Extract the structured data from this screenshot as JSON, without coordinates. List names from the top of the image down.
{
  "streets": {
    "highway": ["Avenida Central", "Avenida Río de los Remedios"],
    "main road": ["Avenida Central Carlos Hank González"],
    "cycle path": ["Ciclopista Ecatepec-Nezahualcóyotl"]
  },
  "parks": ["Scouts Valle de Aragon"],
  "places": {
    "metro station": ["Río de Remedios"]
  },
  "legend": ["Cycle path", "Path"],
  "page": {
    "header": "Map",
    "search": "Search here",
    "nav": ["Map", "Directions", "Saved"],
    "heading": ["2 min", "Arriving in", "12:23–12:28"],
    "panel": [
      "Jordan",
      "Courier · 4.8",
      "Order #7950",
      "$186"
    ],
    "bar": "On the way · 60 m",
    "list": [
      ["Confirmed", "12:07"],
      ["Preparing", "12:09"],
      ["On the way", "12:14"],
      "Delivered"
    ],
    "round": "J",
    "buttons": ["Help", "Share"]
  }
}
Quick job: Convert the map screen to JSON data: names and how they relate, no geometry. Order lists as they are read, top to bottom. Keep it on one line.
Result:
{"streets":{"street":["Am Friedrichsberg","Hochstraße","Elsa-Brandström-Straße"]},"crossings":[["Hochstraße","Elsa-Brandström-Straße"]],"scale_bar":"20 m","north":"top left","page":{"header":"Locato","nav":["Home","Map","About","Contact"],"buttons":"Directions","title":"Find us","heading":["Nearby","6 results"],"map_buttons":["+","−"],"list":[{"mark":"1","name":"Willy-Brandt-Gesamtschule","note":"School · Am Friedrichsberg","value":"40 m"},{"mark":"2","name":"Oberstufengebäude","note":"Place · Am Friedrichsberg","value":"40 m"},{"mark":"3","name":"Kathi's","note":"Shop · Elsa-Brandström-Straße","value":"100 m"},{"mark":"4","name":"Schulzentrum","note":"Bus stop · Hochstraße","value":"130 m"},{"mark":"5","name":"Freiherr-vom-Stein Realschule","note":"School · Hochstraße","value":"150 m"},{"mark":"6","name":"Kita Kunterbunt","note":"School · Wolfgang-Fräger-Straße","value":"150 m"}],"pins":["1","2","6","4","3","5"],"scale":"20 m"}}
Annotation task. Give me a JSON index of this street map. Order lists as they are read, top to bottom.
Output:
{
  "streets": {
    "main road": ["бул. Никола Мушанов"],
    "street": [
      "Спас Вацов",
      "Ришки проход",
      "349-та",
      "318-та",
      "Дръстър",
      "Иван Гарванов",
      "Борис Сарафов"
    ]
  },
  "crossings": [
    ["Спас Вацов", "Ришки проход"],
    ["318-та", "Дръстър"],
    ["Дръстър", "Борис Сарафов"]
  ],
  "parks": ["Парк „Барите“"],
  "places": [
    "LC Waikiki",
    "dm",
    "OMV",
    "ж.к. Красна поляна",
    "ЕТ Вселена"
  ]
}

※

### Task item
Copy out every line of the records that the string "they" appears in.

### Finished exercise
Quick job: Convert the map screen to JSON data: names and how they relate, no geometry. Order lists as they are read, top to bottom. Keep it on one line.
Annotation task. Give me a JSON index of this street map. Order lists as they are read, top to bottom.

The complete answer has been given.